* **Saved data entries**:
▶

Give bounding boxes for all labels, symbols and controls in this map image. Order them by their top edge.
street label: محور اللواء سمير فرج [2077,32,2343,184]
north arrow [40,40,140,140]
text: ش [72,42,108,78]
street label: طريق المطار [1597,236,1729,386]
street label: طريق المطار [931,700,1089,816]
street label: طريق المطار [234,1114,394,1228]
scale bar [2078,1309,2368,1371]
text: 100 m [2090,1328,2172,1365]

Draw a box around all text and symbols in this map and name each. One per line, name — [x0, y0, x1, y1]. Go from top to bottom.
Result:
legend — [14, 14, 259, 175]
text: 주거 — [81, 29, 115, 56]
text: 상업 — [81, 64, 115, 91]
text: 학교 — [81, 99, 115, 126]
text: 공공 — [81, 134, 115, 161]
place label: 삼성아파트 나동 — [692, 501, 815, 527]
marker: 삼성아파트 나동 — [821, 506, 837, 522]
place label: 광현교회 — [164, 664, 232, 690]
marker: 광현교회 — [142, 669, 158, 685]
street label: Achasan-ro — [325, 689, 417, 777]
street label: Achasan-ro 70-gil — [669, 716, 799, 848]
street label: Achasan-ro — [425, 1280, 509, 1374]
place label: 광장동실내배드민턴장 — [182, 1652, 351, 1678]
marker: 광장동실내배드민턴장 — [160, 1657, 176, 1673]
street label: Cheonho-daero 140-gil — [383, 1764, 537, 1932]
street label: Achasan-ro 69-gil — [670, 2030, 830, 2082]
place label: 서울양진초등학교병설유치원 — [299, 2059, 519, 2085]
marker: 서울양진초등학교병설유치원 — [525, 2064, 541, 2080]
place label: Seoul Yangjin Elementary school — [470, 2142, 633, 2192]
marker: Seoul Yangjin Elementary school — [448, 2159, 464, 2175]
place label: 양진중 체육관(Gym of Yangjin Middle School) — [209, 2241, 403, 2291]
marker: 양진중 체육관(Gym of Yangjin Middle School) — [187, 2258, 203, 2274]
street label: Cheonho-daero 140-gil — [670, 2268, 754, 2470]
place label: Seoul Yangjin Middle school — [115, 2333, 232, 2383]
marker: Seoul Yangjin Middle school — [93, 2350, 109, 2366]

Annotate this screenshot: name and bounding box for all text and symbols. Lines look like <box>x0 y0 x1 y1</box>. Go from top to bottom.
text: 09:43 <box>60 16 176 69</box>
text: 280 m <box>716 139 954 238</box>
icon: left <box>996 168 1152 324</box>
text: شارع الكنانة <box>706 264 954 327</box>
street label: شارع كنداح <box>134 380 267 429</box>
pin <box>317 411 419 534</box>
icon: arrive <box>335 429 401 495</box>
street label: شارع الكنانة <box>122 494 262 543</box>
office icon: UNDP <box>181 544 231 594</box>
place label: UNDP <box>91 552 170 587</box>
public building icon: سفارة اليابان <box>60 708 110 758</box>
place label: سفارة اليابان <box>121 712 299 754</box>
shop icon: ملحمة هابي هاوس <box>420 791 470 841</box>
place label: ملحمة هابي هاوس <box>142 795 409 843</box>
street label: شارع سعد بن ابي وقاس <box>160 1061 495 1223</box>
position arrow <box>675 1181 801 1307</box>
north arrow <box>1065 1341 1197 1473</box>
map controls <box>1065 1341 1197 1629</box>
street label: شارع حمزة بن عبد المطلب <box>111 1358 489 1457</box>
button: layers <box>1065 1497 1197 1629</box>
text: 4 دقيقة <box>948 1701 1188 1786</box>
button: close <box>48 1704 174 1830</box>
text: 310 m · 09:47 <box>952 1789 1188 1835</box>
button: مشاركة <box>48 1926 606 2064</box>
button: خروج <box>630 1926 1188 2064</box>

◀

Isolate the lines above that contain the word "bounding" and copy them.

* **Response to the exercise**:
Give bounding boxes for all labels, symbols and controls in this map image. Order them by their top edge.
Annotate this screenshot: name and bounding box for all text and symbols. Lines look like <box>x0 y0 x1 y1</box>. Go from top to bottom.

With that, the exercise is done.